Red Abandon (later renamed Elusive Beauty)
Like Tricia, I often feel that "untitled" is a bit of a cop out but I wonder if over time the number itself begins to have meaning for the artist.  Untitled #69 then develops connotations for him or her that it doesn't hold for the rest of us.  It's like the old Chinese restaurant joke where the regulars order their meals by number, and also tell teach other funny stories by number too: "a plate of #45 and, let me tell you Joke #73 - oho! that was a good one!"

While Untitled + a number is bland and meaningless to anyone other than the artist, an extremely cute title is also distasteful e.g."Mommy's Little Darlings" sickly sweet and cloying - Cleopatra did not cloy and neither should we! Of course if the quilt so titled was a picture of gin bottles such a title might be rather appropriate!

 Even more annoying are totally irrelevant misleading titles.  A few years ago I had a show with an artist whose pieces all had these really long titles: "She done her Man Wrong When She Left Him for Hairy Harry"  or "Tell Me Your Secrets and Ask me your questions" etc  I looked and looked at her quilts which were all based on the same pattern (a "Broken Dishes" variation) and finally asked her where in the quilt were the secrets, or Hairy Harry?  Oh, she replied, the title has nothing to do with the quilt, it's just a line I like from a popular song!!  Talk about feeling cheated!  She made me, the viewer, try to make a connection between title and work and it was all a trick!

I do think that it's absolutely fine to have a somewhat ambiguous title which leaves room for the viewer to interpret the images differently.  For example you could make a piece based on the effects of light as I did in this quilt:


 I entitled it "Last Glow" which mean something very specific for me, but is open (I hope!) to interpretation in different ways.
So - what do you think about choosing a title for a quilt?  Is Untitled #6 enough?  How explicit should a title be?
And, if you have been, thanks (as always!) for reading!   Elizabeth
PS I'm happy to say I've graduated from crutches to The Boot - though I'm so impressed with my new arm muscles I think I should do a little crutchercise each day!!



9 comments:

Sandy said...

Glad you are improving. Great thoughts as always.

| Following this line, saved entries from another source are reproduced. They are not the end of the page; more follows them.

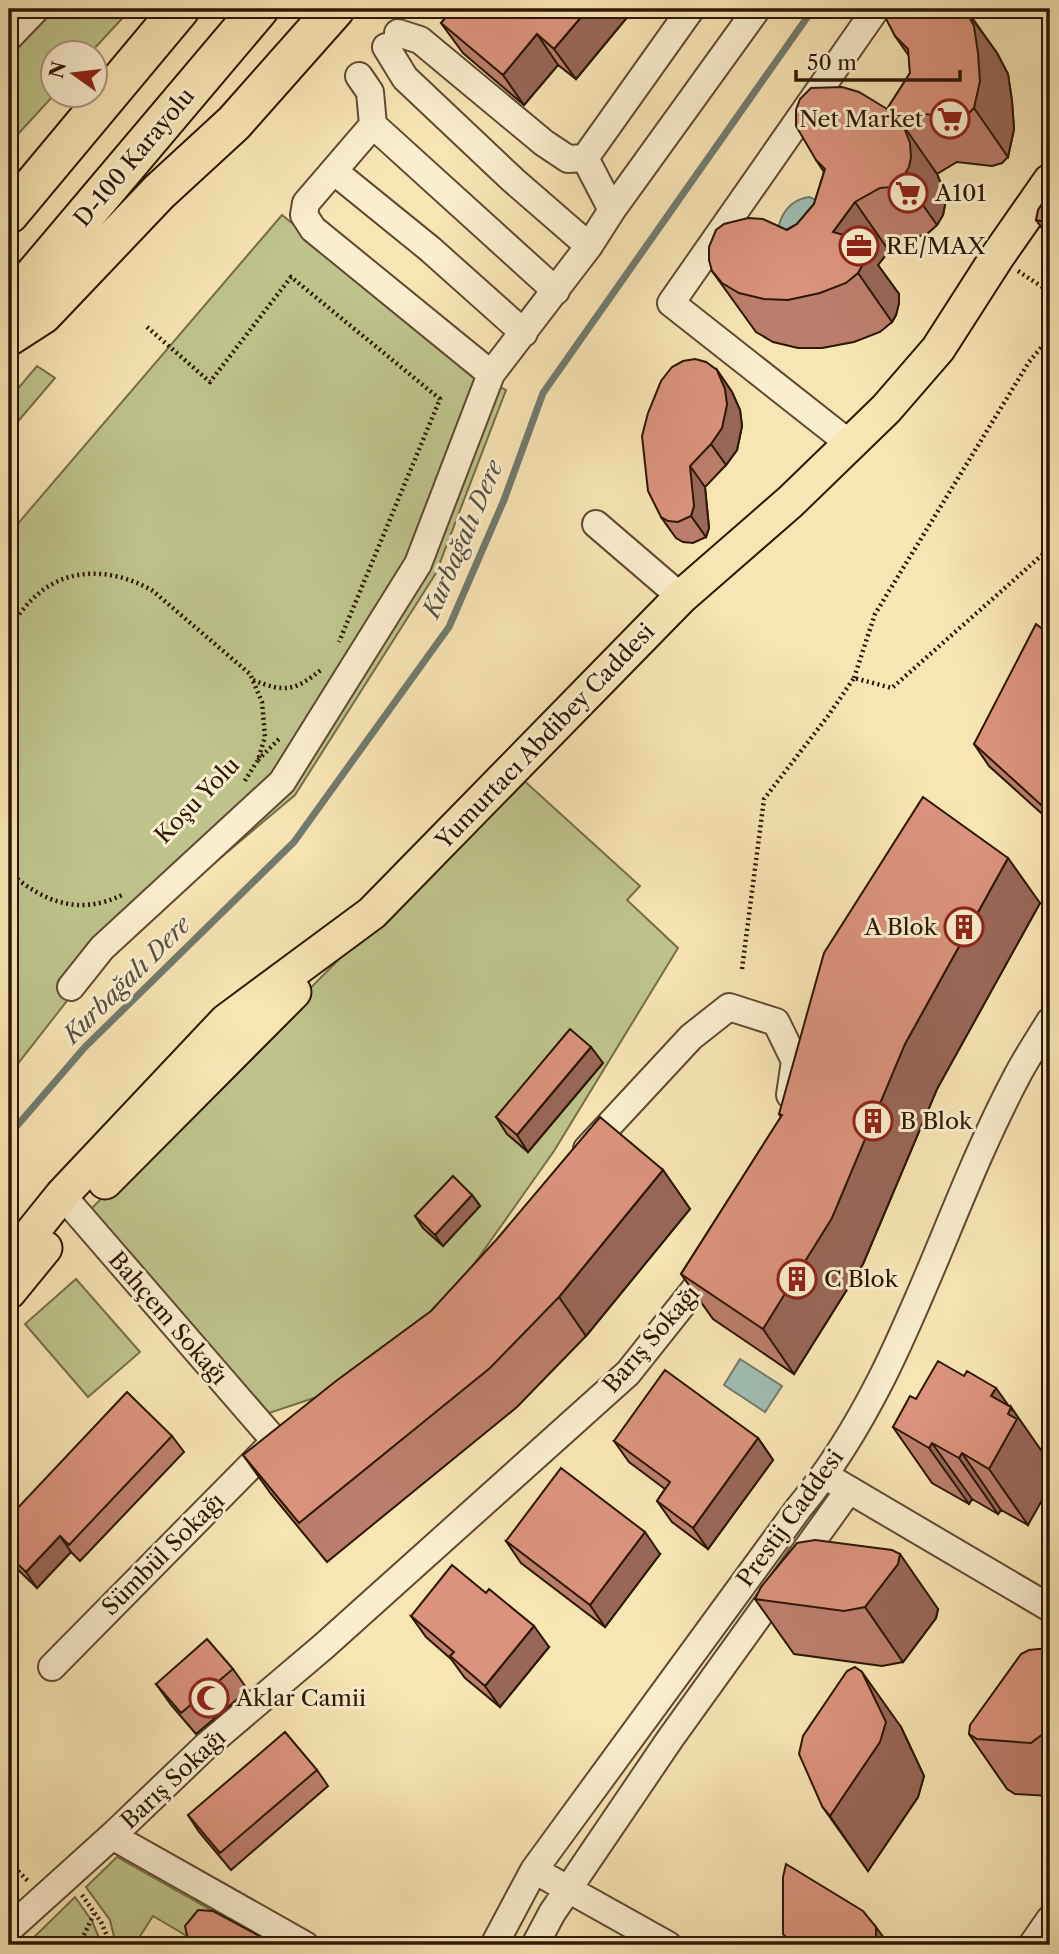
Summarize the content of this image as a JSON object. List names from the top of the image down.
{
  "streets": {
    "highway": ["D-100 Karayolu"],
    "main road": ["Yumurtacı Abdibey Caddesi"],
    "street": [
      "Bahçem Sokağı",
      "Barış Sokağı",
      "Prestij Caddesi",
      "Sümbül Sokağı"
    ],
    "path": ["Koşu Yolu"]
  },
  "crossings": [
    ["Yumurtacı Abdibey Caddesi", "Bahçem Sokağı"],
    ["Bahçem Sokağı", "Sümbül Sokağı"]
  ],
  "water": ["Kurbağalı Dere"],
  "places": {
    "supermarket": ["Net Market", "A101"],
    "office": ["RE/MAX"],
    "building": ["A Blok", "B Blok", "C Blok"],
    "mosque": ["Aklar Camii"]
  },
  "scale_bar": "50 m",
  "north": "left"
}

What do you think about using another language to express the title?
I sort of think that sometimes it works to help link the viewer with the story in the image. Equally sometimes it adds a bit more mystique and mood to nudge the viewer to the feelings you had about the work.

For instance, I recently used the Portuguese phrase for 'little girl of the slums and water' because I wanted the focus to be on the little Brazilian girl before they thought about the conditions she was living in. "Menina de Favela e Água" just seemed to work better.

I realise sometimes it would just be pretentious!
Sandy in the UK

Elizabeth Barton said...

well I guess you can be pretentious if you're titled!!
And certainly Menina de Favela flows more easily than "little girl of the slums" especially as we all know the particular kind of slums that favela are.

jeanne Marklin said...

I try to title my work so it expresses what I was thinking and/or feeling but don't lead the viewer. Hearing what people see in my work is very different from what I was thinking about, but always intriguing to me.

jeanne Marklin said...

Excuse my grammar! I meant to write " but doesn't lead the viewer.

Anonymous said...

I feel cheated by "untitled"; I also feel cheated by obvious objective titles, something I could easily see by looking, something like "red circle on blue square." (I'd have felt cheated by green houses on a hill). And even as I say this, I think that the more abstracted my image, the less I want to draw attention back to the originating idea with a title.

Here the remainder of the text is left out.